Sex ed is a topic of discussion in our community right now as the school district takes input on updating the curriculum. The talk is, predictably, preoccupied with online predators and sexting. These are certainly valid concerns, but the conversations don’t get very structural.

#MeToo, #ChurchToo, #ShulToo#EmptyThePews, and #WhyIDidntReport have revealed pervasive abuse, harassment, and misconduct through the depth and breadth of our society. Companies, churches, shuls, schools, and all of our institutions have failed girls and women. We need to teach inclusion and codes of conduct in K-12 and from the pulpit. We must stop raising MRAs, PUAs, incels, redpillers, ComicsGaters, and GamerGaters who reject inclusion and pluralism. These distillations of toxicity and resentment have turned social media into misogynist sties that harass and repel women. They have radicalized young white men into violent misogynists.

Contents:

Toxic Masculinity

Whether we’re talking about race or gender or class, popular culture is where the pedagogy is, it’s where the learning is.

Source: bell hooks – CULTURAL CRITICISM & TRANSFORMATION

When getting structural, start by taking a look at our media. The most popular TV show, Big Bang Theory, is driven by toxic masculinity and ironic lampshading for misogyny.  The Pop Culture Detective has a great series of videos on toxic masculinity and emotional expression. Here are the episodes on Big Bang Theory.

And this is where ironic lampshading comes in, which is when media makers deliberately call attention to a dissonant or overly clichéd aspect of their own production. Rather than writing different punchlines the writers attempt to duck any criticism by pointing out the sexism inherent in their own jokes themselves.

The technique of making something super obvious to viewers meant to let us know that the writers are self-aware and to make us feel like we’re all in on the joke. Most comedy writers know that retrograde style bigotry is no longer acceptable on primetime television, but they still want to use sexist, racist and homophobic jokes as an easy way to get cheap laughs. Ironic lampshading provides a clever way for them to keep getting away with it.
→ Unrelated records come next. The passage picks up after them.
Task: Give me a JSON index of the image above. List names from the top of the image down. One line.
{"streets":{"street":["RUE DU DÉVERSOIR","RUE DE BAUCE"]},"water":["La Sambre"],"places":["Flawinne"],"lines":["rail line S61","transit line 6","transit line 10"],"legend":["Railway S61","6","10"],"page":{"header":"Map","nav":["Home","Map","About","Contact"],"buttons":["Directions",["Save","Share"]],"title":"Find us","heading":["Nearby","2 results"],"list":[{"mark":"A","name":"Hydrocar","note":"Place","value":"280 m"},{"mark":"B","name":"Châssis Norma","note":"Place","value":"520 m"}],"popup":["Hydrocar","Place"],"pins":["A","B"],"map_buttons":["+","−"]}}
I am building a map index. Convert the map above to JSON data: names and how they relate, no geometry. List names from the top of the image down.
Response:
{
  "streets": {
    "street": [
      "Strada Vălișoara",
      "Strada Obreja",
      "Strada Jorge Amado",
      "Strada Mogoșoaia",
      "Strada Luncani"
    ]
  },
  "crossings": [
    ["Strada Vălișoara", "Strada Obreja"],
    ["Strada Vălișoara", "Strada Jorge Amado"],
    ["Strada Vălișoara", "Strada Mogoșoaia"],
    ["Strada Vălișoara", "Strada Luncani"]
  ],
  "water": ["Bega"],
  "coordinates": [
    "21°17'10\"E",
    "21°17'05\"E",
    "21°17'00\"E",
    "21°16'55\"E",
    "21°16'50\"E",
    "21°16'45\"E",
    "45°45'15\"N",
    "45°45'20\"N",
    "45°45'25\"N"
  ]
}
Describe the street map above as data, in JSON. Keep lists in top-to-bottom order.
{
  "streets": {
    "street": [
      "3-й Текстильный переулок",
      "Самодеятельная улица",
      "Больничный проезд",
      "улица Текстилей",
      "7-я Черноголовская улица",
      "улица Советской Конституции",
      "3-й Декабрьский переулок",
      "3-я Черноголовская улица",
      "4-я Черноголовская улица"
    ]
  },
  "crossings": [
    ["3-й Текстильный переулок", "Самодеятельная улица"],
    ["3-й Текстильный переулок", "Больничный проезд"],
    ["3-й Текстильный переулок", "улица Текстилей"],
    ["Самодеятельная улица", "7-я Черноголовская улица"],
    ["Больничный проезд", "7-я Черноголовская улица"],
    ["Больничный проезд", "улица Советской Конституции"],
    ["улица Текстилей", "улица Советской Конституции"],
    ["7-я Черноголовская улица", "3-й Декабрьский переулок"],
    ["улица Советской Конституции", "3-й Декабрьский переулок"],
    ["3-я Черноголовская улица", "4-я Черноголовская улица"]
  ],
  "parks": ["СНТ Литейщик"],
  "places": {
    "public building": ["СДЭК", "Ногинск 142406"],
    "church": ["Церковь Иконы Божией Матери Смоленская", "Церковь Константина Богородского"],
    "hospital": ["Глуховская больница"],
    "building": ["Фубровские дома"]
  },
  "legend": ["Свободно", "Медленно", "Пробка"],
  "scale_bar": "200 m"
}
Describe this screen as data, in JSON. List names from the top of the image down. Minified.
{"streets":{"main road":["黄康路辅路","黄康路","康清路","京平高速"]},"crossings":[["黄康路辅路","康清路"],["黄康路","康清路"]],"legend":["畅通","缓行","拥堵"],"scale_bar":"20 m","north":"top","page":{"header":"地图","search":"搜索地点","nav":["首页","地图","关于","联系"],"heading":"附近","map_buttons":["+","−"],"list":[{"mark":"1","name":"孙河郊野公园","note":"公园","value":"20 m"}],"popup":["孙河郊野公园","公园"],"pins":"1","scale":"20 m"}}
The problem with this comedic device is that, by itself, it doesn’t critique or challenge sexism homophobia or racism. It’s simply acknowledges it in a humorous way. Acknowledging bigotry is not the same as critiquing bigotry, especially when the punchlines end up making light of serious social issues like sexual harassment.

Source: The Adorkable Misogyny of The Big Bang Theory

But it’s just TV, you say? Well, the President of the United States is a sitcom misogynist performing his act for rallies full of people. They applaud his toxic worldview like laugh tracks to a sitcom.

Setup, punchline, applause. What we’re applauding are the pathologies we see in our schools. Treating women as pieces of meat who primarily exist for male pleasure is a message that comes at us from every level of society, including the bully pulpit (giving a new connotation to the phrase). When misogynists like Trump watch TV, they see people laughing along with characters doing what they do in real life. Marginalizing and harassing women is mass entertainment played for yucks, and we see the effects. This is our national pedagogy.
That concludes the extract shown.